Unter den entsprechenden Methylcellulose- und Serumbehandlungsbedingungen siedeln sich die einzelnen Zellen in der Mitte der Vertiefung an und kleben aneinander, um Sphäroide mit minimaler Haftung am Bohrlochboden zu bilden. Einige Zelllinien sind in der Lage, in Abwesenheit oder in geringen Konzentrationen von Methylcellulose an zellabweisenden Platten zu haften, was zur Bildung eines von einer Zellmonoschicht umgebenen Sphäroidea führt. Generell verhindern höhere Konzentrationen von Methylcellulose, dass die Zellen an der Vertiefung haften.

Eine zu hohe Konzentration an Methylcellulose verringert jedoch die Adhäsion von Zelle zu Zelle und verhindert, dass sich die Zellen am Boden der Vertiefung absetzen, was zur Bildung von losen Aggregaten und zahlreichen Satellitensphäroiden führt.
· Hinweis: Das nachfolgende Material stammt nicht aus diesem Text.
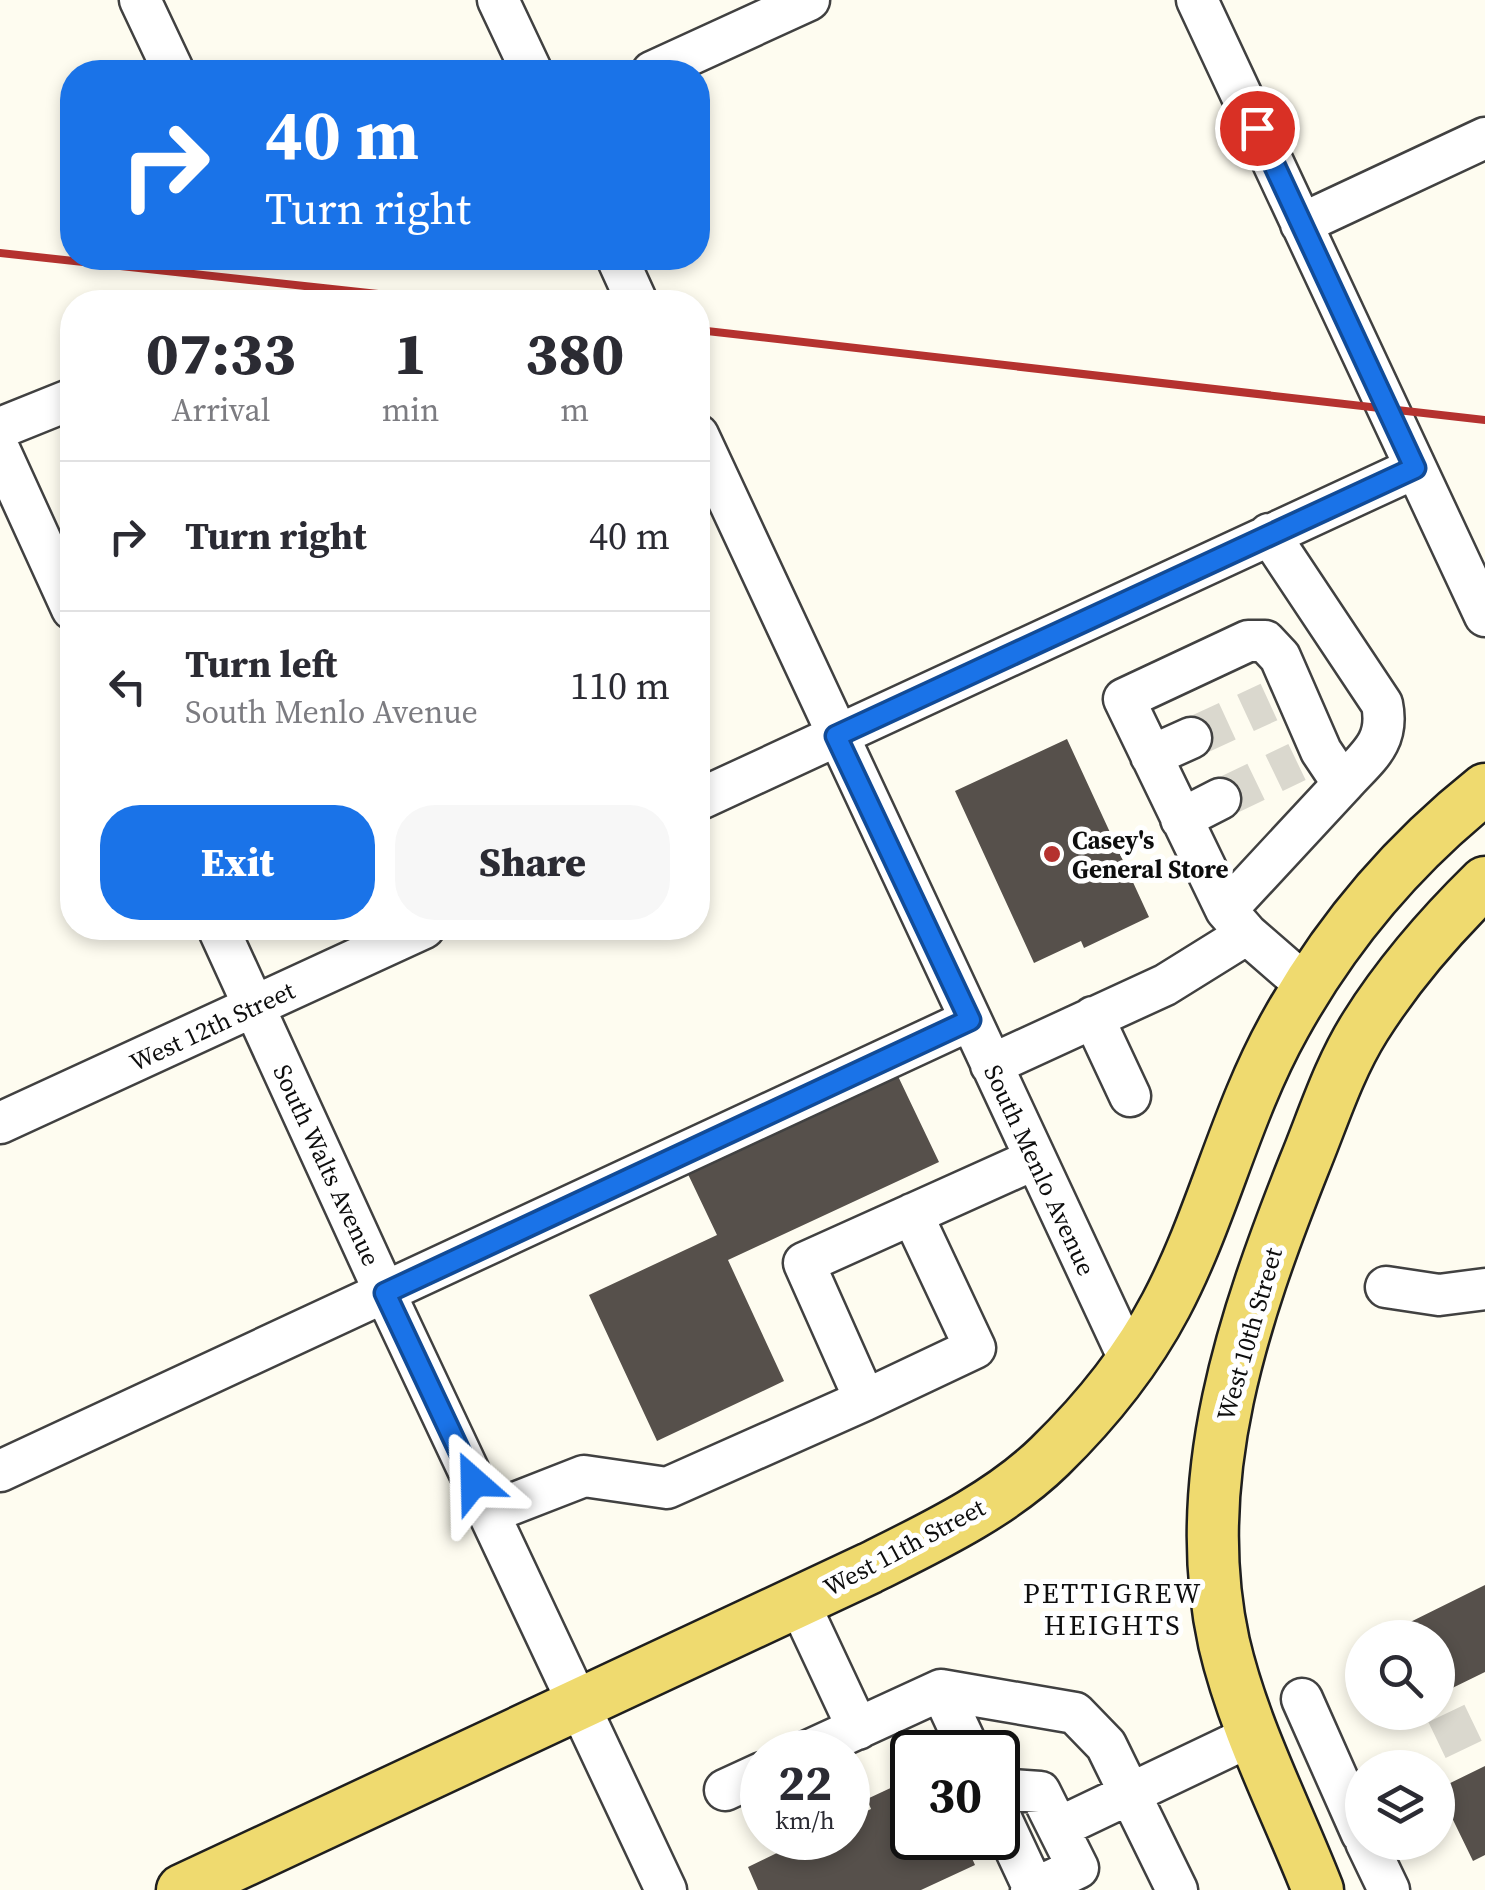 <!DOCTYPE html>
<style>
:root{--surface:#fff;--page:#f7f7f7;--text:#2b2b33;--muted:#7c7c81;--line:#e1e1e2;--accent:#1a73e8}
body{margin:0;font-family:"Source Serif 4",serif;background:var(--page);color:var(--text);height:100vh;display:flex;flex-direction:column;font-size:38px;white-space:nowrap}
*{box-sizing:border-box;margin:0}
p{font-size:32px;color:var(--muted)}
.icon{flex:none;width:55px;height:55px;fill:none;stroke:currentColor;stroke-width:2;stroke-linecap:round;stroke-linejoin:round}
.map{position:relative;flex:1;overflow:hidden}
.drawer{position:absolute;left:60px;top:290px;width:650px;height:650px;display:flex;flex-direction:column;background:var(--surface);border-radius:40px;box-shadow:0 5px 15px #0003}
.drawer>*{flex:none}
.top-card{position:absolute;left:60px;top:60px;width:650px;height:210px;border-radius:40px;box-shadow:0 5px 15px #0003;background:#1a73e8;color:#fff;overflow:hidden}
.controls{position:absolute;left:1345px;top:1620px;display:grid;gap:20px}
.controls a{display:grid;place-items:center;width:110px;height:110px;border-radius:50%;background:var(--surface);box-shadow:0 5px 15px #0003;font-size:50px}
.speed{position:absolute;left:740px;top:1730px;display:flex;gap:20px;font-size:50px;font-weight:700;text-align:center}
.speed>*{display:grid;place-content:center;width:130px;height:130px;border-radius:50%;background:var(--surface);box-shadow:0 5px 15px #0003;line-height:1}
.speed small{font-size:25px;font-weight:400}
.speed .limit{border:5px solid #111;border-radius:15px;background:#fff;color:#111}
.pin{position:absolute;display:grid;place-items:center;width:85px;height:85px;color:#fff;margin:-42px;border:5px solid #fff;border-radius:50%;box-shadow:0 2px 10px #0007}
.me{position:absolute;width:110px;margin:-55px;rotate:335deg;stroke-linejoin:round;filter:drop-shadow(0 0 8px #0008)}
.turn{display:flex;align-items:center;gap:35px;height:210px;padding:0 40px;font-size:45px}
.turn .icon{width:130px;height:130px;stroke-width:2.5}
.turn b{display:block;font-size:70px;line-height:85px}
.eta{display:flex;justify-content:space-evenly;align-items:center;height:170px;text-align:center}
.eta b{font-size:60px;font-weight:800;line-height:70px}
.primary-button{display:flex;gap:20px;margin-top:auto;padding:20px 40px}
.primary-button a{flex:1;height:115px;border-radius:40px;background:var(--accent);color:#fff;font-size:40px;font-weight:800;line-height:115px;text-align:center}
.primary-button a+a{background:var(--page);color:var(--text)}
ul{padding:0;list-style:none}
li{display:flex;align-items:center;gap:30px;height:150px;padding:0 40px;border-top:2px solid var(--line)}
li div{flex:1}
li b{display:block;font-size:38px}
li em{font-style:normal}
.map>svg:first-child{display:block}
</style>
<div class="map">
<svg width="1485" height="1890" viewBox="0 0 1485 1890">
<rect width="100%" height="100%" fill="#fefcf0"/>
<!-- building -->
<path fill="#56504b" d="M 1067,739 L 1149,917 L 1084,948 L 1081,941 L 1034,963 L 955,791 Z
M 896,1072 L 939,1162 L 728,1260 L 784,1381 L 657,1441 L 589,1295 L 717,1235 L 686,1170 Z
M 1485,1585 L 1485,1672 L 1438,1695 L 1438,1638 L 1378,1638 Z
M 1485,1766 L 1485,1855 L 1473,1861 L 1438,1789 Z
M 897,1785 L 903,1796 L 912,1792 L 912,1838 L 963,1838 L 975,1865 L 921,1890 L 758,1890 L 748,1867 L 781,1851 L 777,1842 L 786,1838 L 848,1838 L 848,1820 L 871,1809 L 867,1799 Z"/>
<g fill="none" stroke-linecap="round" stroke-linejoin="round">
<!-- minor-tunnel -->
<path stroke="#dad8ce" stroke-width="40" stroke-dasharray="40 20" stroke-linecap="butt" d="M 1191,738 L 1269,702
M 1220,799 L 1297,762
M 1437,1740 L 1485,1717"/>
<!-- minor casing -->
<g stroke="#414141" stroke-width="45">
<path id="minor" d="M 140,0 L 174,72
M 498,0 L 532,72
M 1197,0 L 1485,616
M 652,72 L 809,0
M 1301,224 L 1485,138
M 617,258 L 637,302
M 0,428 L 72,399
M 698,435 L 1130,1361
M 0,451 L 72,609
M 1269,534 L 1382,704 C 1390,743 1367,757 1343,784
M 1151,756 L 1191,738
M 698,800 L 1415,468
M 1181,819 L 1220,799
M 1226,910 L 1343,784 L 1321,751 L 1280,657 L 1265,641 L 1248,641 L 1124,699 L 1226,910 L 1247,934 L 1308,987
M 218,928 L 385,1293 L 666,1890
M 1093,1017 L 1130,1096
M 991,1065 L 1165,985 L 1247,934
M 0,1123 L 424,928
M 1386,1287 L 1439,1295 L 1485,1289
M 865,1400 L 975,1348 L 912,1214
M 0,1471 L 970,1020
M 489,1513 L 584,1476 L 667,1488 L 865,1400 L 804,1263 L 1035,1159
M 798,1601 L 858,1729
M 941,1690 L 1075,1713 L 1106,1745 L 1177,1890
M 1302,1699 L 1362,1834
M 806,1752 L 941,1690 L 970,1752
M 998,1789 L 1040,1792 L 1058,1828 L 1253,1735
M 725,1790 L 762,1773
M 998,1812 L 1034,1889
M 1366,1842 L 1389,1890
M 1031,1890 L 1078,1868 L 1058,1828"/>
</g>
<!-- major casing -->
<g stroke="#1f1f1f" stroke-width="55">
<path id="major" d="M 182,1890 L 870,1568 C 932,1537 1000,1505 1050,1456 C 1094,1413 1137,1360 1166,1305 C 1213,1216 1235,1114 1285,1025 C 1336,933 1402,855 1485,789
M 1318,1890 C 1286,1808 1244,1729 1224,1643 C 1188,1479 1244,1316 1304,1165 C 1323,1119 1338,1070 1365,1027 C 1399,973 1440,926 1485,882"/>
</g>
<!-- minor -->
<use href="#minor" stroke="#fff" stroke-width="40"/>
<!-- major -->
<use href="#major" stroke="#efda6f" stroke-width="50"/>
<!-- rail -->
<path stroke="#b5322f" stroke-width="8" d="M 0,253 L 452,302
M 698,330 L 1485,420"/>
</g>
<g fill="none" stroke-linecap="round" stroke-linejoin="round">
<!-- route casing -->
<g stroke="#114b97" stroke-width="25">
<path id="route" d="M 474,1482 L 385,1293 L 970,1020 L 836,736 L 1415,468 L 1257,128"/>
</g>
<!-- route -->
<use href="#route" stroke="#1a73e8" stroke-width="18"/>
</g>
<!-- markers -->
<circle fill="#b5322f" stroke="#fff" stroke-width="4" cx="1052" cy="854" r="10"/>
<g text-anchor="middle" stroke-width="10" stroke-linejoin="round" paint-order="stroke">
<!-- poi labels -->
<g font-size="25" font-weight="bold" fill="#0e0e0e" stroke="#fff" text-anchor="start">
<text x="1072" y="849">Casey's<tspan x="1072" dy="29">General Store</tspan></text>
</g>
<!-- street labels -->
<g font-size="25" fill="#0e0e0e" stroke="#fff">
<text transform="translate(212 1026) rotate(-25)" y="9">West 12th Street</text>
<text transform="translate(327 1165) rotate(65)" y="9">South Walts Avenue</text>
<text transform="translate(1040 1170) rotate(65)" y="9">South Menlo Avenue</text>
<text transform="translate(1249 1334) rotate(-74)" y="9">West 10th Street</text>
<text transform="translate(904 1547) rotate(-28)" y="9">West 11th Street</text>
</g>
<!-- neighbourhood labels -->
<g font-size="28" letter-spacing="2.5" fill="#0e0e0e" stroke="#fff">
<text x="1113" y="1603">PETTIGREW<tspan x="1113" dy="32">HEIGHTS</tspan></text>
</g>
</g>
</svg>
<div class="controls">
<a><svg class="icon" aria-label="search" viewBox="0 0 24 24"><circle cx="10" cy="10" r="6"/><path d="M15 15l6 6"/></svg></a>
<a><svg class="icon" aria-label="layers" viewBox="0 0 24 24"><path d="M12 4l9 5-9 5-9-5zM3 14l9 5 9-5"/></svg></a>
</div>
<div class="speed"><div>22<small>km/h</small></div><div class="limit">30</div></div>
<div class="pin" style="left:1257px;top:128px;background:#d93025"><svg class="icon" aria-label="arrive" viewBox="0 0 24 24"><path d="M6 21V4h12l-3 4 3 4H6"/></svg></div>
<svg class="me" style="left:474px;top:1482px" viewBox="-20 -20 40 40"><path d="M0-17L14 15 0 8-14 15z" fill="#1a73e8" stroke="#fff" stroke-width="4"/></svg>
<div class="top-card">
<div class="turn"><svg class="icon" aria-label="right" viewBox="0 0 24 24"><path d="M7 20v-9h11M14 6l5 5-5 5"/></svg><div><b>40 m</b>Turn right</div></div>
</div>
<section class="drawer">
<div class="eta">
<div><b>07:33</b><p>Arrival</p></div>
<div><b>1</b><p>min</p></div>
<div><b>380</b><p>m</p></div>
</div>
<ul>
<li><svg class="icon" aria-label="right" viewBox="0 0 24 24"><path d="M7 20v-9h11M14 6l5 5-5 5"/></svg><div><b>Turn right</b></div><em>40 m</em></li>
<li><svg class="icon" aria-label="left" viewBox="0 0 24 24"><path d="M17 20v-9H6M10 6l-5 5 5 5"/></svg><div><b>Turn left</b><p>South Menlo Avenue</p></div><em>110 m</em></li>
</ul>
<div class="primary-button"><a>Exit</a><a>Share</a></div>
</section>
</div>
Kollageneingebettete Sphäroide können mit einem Chemolockstoff behandelt werden, um die Invasion einzelner Zellen vom Sphäroid nach außen in die umgebende Matrix zu induzieren. In Kollagen eingebettete Sphäroide können durch Hellfeldmikroskopie abgebildet werden, um den Abstand und die Anzahl der eindringenden Zellen zu quantifizieren, oder durch Immunfluoreszenzmikroskopie, um die invasiven Strukturen zu visualisieren, die von den wandernden Zellen gebildet werden.

Es ist wichtig, den Zellen genügend Zeit zu lassen, um sich zu strukturell gesunden Sphäroiden zu sammeln, die robust genug sind, um sie ohne Fragmentierung zu manipulieren, und die leicht für ihre Verwendung in nachfolgenden Assays gesammelt werden können. Unser Zellwachstumsprotokoll kann für mehrere zellbiologische Assays weiter angepasst werden. Zum Beispiel kann das Einsetzen der Zellen in Medien, die mit hohen Konzentrationen von Methylcellulose angereichert sind, verwendet werden, um die Zellanoidresistenz zu beurteilen.

Nachdem Sie sich dieses Video angesehen haben, sollten Sie ein gutes Verständnis dafür haben, wie man dreidimensionale Zellsphäroide durch Aggregation erzeugt, was ein wertvolles Werkzeug für viele zellbiologische Anwendungen sein wird.